Per queste sostanze chimiche il problema non è la sostanza in sé, ma il cocktail, ovvero il fatto che le assumiamo assieme, tutti i giorni. Cocktail assunti dalle madre, quando sono in stato interessante.
 
Questi interferenti creano dei cambiamenti secondari nella caratterizzazione degli uomini: la voce, la barba – racconta la dottoressa Belpoggi.
 
Un altro studio riguarda gli effetti degli analgesici: molte donne in gravidanza ne fanno uso e queste sostanze hanno effetti simili agli ftalati. Come la nilina che, come il paracetamolo, comporta effetti fisici nelle cavie: diminuisce la distanza tra ano e organo sessuale.
 
Il bisfenolo A è un altra sostanza, presente in prodotti chimici che hanno effetti come gli estrogeni: in Italia questo prodotto è vietato nei biberon e nei cosmetici, mentre in Francia è stato banditi.
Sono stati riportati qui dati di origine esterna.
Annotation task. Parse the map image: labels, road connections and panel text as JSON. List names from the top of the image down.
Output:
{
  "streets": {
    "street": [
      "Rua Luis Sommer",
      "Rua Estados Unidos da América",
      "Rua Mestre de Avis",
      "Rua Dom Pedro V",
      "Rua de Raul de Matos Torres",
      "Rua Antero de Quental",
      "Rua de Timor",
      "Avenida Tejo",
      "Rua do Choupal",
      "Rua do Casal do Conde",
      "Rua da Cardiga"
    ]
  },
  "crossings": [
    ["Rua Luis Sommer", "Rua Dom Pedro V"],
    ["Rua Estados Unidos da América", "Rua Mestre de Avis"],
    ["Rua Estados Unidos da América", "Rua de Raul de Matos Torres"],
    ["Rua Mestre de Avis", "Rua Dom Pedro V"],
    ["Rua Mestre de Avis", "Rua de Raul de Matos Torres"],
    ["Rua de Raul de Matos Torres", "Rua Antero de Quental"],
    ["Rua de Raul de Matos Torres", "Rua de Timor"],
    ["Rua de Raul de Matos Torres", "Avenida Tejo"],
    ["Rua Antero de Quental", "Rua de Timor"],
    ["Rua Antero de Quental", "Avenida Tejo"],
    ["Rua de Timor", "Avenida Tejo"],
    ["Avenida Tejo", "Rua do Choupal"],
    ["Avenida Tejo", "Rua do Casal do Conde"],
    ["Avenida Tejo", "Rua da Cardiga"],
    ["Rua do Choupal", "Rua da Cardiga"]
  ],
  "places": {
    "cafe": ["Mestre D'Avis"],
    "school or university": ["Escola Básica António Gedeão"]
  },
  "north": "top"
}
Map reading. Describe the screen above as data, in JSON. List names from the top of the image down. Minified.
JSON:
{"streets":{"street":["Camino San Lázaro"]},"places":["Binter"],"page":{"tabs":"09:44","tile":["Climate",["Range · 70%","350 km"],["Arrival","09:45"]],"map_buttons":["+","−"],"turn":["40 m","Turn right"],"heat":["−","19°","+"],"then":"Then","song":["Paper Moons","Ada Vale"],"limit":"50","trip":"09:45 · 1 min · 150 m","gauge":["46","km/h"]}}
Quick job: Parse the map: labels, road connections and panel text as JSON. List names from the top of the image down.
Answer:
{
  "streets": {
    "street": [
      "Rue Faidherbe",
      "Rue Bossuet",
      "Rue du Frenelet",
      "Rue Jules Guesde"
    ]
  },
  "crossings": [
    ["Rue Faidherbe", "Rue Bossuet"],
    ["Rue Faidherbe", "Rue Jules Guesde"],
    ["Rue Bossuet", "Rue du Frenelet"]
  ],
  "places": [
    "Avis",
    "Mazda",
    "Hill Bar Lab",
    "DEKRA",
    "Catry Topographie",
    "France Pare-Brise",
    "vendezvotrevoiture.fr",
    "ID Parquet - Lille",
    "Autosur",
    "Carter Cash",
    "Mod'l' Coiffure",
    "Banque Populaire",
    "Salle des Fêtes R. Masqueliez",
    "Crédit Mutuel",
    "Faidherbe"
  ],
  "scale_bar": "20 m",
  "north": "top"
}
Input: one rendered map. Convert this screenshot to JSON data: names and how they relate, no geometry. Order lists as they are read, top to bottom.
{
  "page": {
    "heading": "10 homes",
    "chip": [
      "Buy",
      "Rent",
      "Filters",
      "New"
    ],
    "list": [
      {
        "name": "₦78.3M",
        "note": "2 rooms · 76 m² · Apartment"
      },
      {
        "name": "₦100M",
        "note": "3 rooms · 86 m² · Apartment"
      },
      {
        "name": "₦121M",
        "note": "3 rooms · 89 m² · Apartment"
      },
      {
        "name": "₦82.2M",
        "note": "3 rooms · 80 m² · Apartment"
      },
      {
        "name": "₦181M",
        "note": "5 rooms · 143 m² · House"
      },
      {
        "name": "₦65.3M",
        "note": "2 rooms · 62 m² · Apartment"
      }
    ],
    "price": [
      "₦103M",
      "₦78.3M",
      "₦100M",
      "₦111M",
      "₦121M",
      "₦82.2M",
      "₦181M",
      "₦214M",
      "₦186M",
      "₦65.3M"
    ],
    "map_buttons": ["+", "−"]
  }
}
Hanno dimostrato, a Lione, che questa sostanza comporta delle alterazioni nello sperma.
 
I PFC sono le sostanze interferenti peggiori di tutte, perché vivono a lungo attorno a noi: si trovano nel cartone della pizza, nel packaging di alcuni prodotti da fast food.
Si sospetta che creino danni al fegato e che, come gli ftalati, come il bisfenolo, influiscono sulla qualità dello sperma.
 
Come ci difendiamo da queste sostanze che distruggono la nostra capacità riproduttiva e che stanno trasformando gli uomini in qualcosa d'altro?
Greenpeace ha analizzato parte dei prodotti che indossiamo per il tempo libero: ha chiesto di eliminare da questi tessuti i pfc, usati per rendersi impermeabili alla pioggia.
Al PFC purtroppo non esiste ancora alterativa: perché non abbassare livelli di questa sostanza per tutelare la salute? Grandi marchi come Patagonia, North face, stanno facendo studi per trovare alternative. La Paramo ha scelto di non usare PFC: il prodotto è pre-trattato prima dell'impiego.
 
Servirebbe però una legge che metta dei limiti precisi nell'utilizzo di queste sostanze: basta sostanze chimiche, senza aspettare che le aziende produttrici ci pensino da sole.
Servirebbe una campagna che forzi la mano da parte dei consumatori e delle grandi catene di distribuzione.
E serve che i consumatori siano consapevoli di quello che comprano e delle sostanze presenti in questi prodotti.
 
Tra questi, le capsule per il caffè: molte aziende, quelle racchiuse nel comitato italiano del caffé, si nascondono dietro il documento dell'AFSA, l'ente europeo, che non vieta gli ftalati.
Ad oggi l'Europa non ha ancora trovato un accordo per classificare queste sostanze chimiche che sono interferenti endocrini: per questo motivo, non è possibile prendere provvedimenti per regolamentare e vietarli.
Il ritardo nella definizione di queste sostanze è frutto delle pressioni delle aziende alimentari che temono una reazione da parte dei cittadini europei contro i loro prodotti.
 
L'Italia ha sempre appoggiato le proposte dell'Unione europea, non sta di fatto contribuendo a fare una ricerca seria sugli interferenti.
 
Il dottor Montano lavora nella terra dei fuochi, in Campania, per capire gli effetti della contaminazione sulle persone: partirà in questa regione un'analisi a campione, la prima nel mondo. Prima che succeda agli uomini quello che è già successo agli alligatori in America. Con una mutazione dei maschi verso le femmine.
E minore crescita dei testicoli e del pene: diventeremo tutti unisex. Forse.
 
Siamo i terzi al mondo per de natalità, per avere più figli non bastano le ridicole campagne pubblicitarie del ministero. Servirebbe che i nostri politici, anche quelli nell'Europarlamento, iniziassero ad occuparsi di questo fenomeno, gli interferenti endocrini, come hanno già fatto in Francia e in Danimarca.
Peccato che la nostra classe politica non è nemmeno in grado di contrastare gli sprechi nella sanità, stimati in 5 miliardi. Ed evitare che accadano storie come quelle raccontate da Giulia Bosetti, sulla clinica convenzionata nel Lazio, la clinica degli orrori.